Study material:
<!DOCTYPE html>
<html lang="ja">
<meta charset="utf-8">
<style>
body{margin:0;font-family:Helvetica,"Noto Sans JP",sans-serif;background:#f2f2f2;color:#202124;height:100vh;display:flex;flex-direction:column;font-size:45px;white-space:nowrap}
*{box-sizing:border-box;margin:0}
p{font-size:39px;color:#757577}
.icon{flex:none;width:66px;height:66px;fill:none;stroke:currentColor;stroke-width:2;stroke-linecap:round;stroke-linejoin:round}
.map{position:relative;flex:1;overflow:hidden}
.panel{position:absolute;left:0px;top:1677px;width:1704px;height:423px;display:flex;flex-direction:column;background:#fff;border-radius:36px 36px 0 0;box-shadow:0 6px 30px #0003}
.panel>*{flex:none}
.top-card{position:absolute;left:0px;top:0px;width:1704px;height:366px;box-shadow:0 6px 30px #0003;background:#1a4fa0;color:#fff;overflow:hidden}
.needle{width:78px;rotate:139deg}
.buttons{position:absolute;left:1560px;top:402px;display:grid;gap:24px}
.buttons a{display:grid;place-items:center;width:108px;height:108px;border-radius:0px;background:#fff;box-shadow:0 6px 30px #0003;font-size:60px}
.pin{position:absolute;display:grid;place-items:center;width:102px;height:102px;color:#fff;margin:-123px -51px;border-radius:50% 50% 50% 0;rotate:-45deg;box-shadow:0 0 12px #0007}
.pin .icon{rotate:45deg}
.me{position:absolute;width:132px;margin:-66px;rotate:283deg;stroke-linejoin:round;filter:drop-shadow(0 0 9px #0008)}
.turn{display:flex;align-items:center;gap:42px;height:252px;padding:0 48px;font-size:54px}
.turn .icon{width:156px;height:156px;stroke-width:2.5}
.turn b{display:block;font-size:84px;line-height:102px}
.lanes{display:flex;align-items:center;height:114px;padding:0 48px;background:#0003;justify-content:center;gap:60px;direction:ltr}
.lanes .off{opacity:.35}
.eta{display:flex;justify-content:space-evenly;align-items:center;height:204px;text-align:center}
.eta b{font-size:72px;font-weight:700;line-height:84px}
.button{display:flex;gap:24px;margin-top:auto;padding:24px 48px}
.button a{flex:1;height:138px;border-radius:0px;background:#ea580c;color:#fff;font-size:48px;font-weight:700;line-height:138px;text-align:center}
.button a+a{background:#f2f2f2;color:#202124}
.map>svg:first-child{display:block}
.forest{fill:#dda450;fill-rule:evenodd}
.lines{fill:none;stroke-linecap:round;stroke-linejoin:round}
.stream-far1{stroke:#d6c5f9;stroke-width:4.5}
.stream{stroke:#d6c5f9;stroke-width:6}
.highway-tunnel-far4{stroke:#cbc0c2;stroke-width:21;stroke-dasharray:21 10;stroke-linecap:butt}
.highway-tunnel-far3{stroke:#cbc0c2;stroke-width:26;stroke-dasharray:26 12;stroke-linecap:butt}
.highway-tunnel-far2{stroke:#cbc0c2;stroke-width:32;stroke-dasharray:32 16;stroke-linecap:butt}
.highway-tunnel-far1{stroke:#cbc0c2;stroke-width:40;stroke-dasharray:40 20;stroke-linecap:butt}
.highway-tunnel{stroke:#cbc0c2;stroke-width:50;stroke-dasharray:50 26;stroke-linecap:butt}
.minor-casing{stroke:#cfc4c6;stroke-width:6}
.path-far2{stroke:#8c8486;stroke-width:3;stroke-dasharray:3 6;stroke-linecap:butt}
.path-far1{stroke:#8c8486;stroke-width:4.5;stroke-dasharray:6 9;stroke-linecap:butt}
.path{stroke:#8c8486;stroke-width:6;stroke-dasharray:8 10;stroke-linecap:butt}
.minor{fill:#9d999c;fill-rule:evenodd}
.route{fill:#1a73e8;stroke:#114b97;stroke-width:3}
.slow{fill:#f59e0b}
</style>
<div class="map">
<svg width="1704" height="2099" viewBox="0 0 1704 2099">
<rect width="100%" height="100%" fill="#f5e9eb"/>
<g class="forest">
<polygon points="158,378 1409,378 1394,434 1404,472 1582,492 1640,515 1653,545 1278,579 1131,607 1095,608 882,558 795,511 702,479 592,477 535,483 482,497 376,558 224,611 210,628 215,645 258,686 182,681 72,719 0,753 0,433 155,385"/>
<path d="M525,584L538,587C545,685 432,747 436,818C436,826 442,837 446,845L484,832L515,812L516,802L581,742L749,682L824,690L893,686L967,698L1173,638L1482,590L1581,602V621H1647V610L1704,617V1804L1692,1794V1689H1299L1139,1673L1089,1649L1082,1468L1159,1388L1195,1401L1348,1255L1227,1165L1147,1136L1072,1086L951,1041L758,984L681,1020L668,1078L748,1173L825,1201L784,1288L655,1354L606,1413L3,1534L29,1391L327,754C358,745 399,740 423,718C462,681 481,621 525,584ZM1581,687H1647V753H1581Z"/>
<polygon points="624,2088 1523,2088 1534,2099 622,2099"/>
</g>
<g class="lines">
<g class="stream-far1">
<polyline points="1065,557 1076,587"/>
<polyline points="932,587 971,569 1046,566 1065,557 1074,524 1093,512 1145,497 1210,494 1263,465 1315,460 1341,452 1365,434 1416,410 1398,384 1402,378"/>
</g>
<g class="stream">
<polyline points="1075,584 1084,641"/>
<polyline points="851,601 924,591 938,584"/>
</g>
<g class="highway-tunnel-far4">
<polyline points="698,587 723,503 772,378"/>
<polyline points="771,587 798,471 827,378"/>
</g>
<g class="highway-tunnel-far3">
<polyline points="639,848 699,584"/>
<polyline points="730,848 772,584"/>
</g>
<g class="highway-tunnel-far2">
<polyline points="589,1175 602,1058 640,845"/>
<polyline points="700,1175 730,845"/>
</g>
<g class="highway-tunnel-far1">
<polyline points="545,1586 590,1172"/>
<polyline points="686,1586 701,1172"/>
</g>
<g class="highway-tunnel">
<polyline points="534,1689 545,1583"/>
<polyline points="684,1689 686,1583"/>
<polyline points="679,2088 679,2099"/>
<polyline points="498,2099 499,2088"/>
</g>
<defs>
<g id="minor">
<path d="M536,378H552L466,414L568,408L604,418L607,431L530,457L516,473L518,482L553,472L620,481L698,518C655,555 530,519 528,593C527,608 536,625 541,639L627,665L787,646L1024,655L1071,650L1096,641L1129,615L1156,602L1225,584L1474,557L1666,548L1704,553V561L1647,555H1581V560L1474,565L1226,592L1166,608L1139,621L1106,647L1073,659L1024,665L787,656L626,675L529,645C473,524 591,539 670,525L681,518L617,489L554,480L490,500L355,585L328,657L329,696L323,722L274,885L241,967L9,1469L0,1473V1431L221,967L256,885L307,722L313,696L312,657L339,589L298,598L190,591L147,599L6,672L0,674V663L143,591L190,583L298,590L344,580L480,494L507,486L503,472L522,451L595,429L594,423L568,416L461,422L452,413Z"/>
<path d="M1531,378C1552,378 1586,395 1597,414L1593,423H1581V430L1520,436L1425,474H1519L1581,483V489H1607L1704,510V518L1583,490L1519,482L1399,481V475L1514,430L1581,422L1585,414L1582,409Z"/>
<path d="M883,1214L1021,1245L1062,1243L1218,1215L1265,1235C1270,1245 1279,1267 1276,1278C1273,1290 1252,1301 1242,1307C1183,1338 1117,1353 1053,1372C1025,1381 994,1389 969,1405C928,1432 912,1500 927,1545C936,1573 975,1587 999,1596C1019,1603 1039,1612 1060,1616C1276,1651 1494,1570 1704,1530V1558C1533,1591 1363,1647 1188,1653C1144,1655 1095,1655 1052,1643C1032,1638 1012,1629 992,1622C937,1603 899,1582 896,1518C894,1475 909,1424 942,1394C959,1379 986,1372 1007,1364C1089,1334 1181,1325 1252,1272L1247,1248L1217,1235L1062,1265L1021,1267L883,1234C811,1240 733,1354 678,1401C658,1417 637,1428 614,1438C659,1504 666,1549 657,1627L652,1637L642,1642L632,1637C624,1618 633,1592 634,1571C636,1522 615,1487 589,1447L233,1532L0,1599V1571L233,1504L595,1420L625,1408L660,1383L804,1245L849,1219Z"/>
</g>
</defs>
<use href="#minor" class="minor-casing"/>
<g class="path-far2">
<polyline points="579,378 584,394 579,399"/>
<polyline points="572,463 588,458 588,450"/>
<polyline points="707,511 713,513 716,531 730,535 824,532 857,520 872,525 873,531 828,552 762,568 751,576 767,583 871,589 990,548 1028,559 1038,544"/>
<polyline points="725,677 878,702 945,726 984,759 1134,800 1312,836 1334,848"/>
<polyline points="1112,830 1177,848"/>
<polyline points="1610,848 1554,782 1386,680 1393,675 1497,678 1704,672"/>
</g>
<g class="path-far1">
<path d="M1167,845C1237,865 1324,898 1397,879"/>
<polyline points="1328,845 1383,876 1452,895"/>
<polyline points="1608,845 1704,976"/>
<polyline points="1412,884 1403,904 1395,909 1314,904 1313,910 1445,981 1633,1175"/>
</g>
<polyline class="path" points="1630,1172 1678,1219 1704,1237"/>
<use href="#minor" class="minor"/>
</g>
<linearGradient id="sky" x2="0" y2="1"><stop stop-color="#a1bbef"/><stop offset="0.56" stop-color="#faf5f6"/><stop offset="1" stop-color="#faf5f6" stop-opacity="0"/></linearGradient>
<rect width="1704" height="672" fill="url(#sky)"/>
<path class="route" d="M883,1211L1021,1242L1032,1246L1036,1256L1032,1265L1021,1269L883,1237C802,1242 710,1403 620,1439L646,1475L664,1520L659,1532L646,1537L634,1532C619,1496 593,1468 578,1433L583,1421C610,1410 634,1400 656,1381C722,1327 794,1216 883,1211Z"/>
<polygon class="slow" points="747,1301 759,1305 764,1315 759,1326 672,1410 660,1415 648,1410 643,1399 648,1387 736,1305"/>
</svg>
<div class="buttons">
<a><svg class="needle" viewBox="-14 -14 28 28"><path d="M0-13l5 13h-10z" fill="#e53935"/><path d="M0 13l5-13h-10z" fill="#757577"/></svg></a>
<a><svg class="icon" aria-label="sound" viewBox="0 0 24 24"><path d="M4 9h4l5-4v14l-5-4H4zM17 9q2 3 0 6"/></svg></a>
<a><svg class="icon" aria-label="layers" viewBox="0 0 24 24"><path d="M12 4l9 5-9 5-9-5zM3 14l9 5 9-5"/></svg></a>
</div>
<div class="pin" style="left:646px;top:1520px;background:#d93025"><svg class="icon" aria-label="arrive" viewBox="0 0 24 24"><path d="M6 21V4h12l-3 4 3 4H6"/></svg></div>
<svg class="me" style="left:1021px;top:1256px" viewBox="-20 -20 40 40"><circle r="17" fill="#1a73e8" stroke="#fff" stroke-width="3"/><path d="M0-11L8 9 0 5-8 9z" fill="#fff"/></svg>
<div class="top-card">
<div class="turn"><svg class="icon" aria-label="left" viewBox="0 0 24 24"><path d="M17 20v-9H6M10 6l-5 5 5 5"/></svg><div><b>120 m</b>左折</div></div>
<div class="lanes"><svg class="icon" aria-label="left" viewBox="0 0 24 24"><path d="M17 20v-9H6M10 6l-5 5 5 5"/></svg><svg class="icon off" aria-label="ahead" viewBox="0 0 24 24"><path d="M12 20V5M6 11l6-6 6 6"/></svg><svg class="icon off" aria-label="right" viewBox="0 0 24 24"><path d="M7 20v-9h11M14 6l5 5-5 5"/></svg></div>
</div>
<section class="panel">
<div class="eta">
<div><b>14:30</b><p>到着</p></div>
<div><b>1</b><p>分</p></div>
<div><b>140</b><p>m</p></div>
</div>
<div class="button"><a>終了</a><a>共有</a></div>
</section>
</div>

What is needed: Pull every line with "overflow" from the records.

Answer to this problem:
.map{position:relative;flex:1;overflow:hidden}
.top-card{position:absolute;left:0px;top:0px;width:1704px;height:366px;box-shadow:0 6px 30px #0003;background:#1a4fa0;color:#fff;overflow:hidden}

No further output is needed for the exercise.